Serverless Endpoint

We offer a range of serverless endpoints for popular open-source models.

Access a Serverless inference model

Select a model from the list. Click on the model card:

Model Details

To access the serverless connection details for your model, click on “Descriptions”:

Playground

To access the Playground for your model, click on “Playground”:

Option	Description
Temperature	Controls how much randomness you want in the generated text. A higher temperature produces more creative results, while a temperature of 0 yields deterministic, repeatable outputs — useful for testing and debugging.
Max Tokens	Defines the maximum number of tokens the model can generate (default: 4096).

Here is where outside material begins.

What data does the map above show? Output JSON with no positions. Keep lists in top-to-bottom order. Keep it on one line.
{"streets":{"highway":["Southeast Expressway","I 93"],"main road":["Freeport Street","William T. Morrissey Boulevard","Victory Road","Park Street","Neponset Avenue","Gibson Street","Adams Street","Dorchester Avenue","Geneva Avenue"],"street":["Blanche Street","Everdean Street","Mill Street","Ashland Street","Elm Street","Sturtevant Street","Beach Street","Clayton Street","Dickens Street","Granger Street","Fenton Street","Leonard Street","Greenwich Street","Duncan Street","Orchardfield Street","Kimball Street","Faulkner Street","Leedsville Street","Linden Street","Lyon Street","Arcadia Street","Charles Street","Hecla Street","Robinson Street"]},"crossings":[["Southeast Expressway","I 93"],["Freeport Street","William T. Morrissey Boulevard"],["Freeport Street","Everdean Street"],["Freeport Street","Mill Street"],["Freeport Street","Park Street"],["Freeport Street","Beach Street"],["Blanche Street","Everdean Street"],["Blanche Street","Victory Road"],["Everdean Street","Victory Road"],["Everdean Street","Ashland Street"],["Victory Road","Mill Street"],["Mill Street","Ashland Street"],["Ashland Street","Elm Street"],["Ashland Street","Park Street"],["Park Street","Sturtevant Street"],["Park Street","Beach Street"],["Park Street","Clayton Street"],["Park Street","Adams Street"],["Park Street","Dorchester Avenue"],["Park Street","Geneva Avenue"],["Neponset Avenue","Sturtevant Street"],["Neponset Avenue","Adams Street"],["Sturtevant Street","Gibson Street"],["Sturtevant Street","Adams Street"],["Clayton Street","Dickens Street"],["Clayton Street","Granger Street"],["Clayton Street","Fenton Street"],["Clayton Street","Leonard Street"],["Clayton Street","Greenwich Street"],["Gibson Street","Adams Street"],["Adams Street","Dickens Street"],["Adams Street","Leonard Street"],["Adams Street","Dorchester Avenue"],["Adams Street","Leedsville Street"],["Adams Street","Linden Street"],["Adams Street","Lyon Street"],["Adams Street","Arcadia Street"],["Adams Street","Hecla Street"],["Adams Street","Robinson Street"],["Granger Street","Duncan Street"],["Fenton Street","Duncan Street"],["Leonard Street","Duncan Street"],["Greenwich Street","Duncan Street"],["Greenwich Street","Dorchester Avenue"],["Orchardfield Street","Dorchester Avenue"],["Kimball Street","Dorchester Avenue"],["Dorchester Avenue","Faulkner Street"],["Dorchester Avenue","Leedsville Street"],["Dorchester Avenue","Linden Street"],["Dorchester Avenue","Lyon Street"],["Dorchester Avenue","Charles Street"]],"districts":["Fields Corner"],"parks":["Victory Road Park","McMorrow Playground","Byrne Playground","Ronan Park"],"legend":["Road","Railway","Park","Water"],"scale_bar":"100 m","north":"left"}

If the combined token count (prompt + output) exceeds the model’s context limit, the API automatically reduces the output to fit.
Top K	A sampling method that filters to the k most probable tokens, redistributing probability mass among them. This helps constrain randomness and focus generation on the most likely outputs.
Top P (Nucleus Sampling)	Instead of temperature sampling, Top-P considers only tokens whose cumulative probability ≤ top_p. For example, `top_p = 0.1` limits generation to the top 10% of probability mass.
Frequency Penalty	Reduces repetition of words or phrases. A higher value discourages the model from reusing tokens already present in the output, helping maintain variety and avoid redundancy.
Presence Penalty	Encourages the introduction of new ideas or topics. A higher value pushes the model to generate novel concepts instead of reiterating existing ones.
Stream	Enables incremental, real-time output streaming — allowing responses to be processed and displayed as they are generated.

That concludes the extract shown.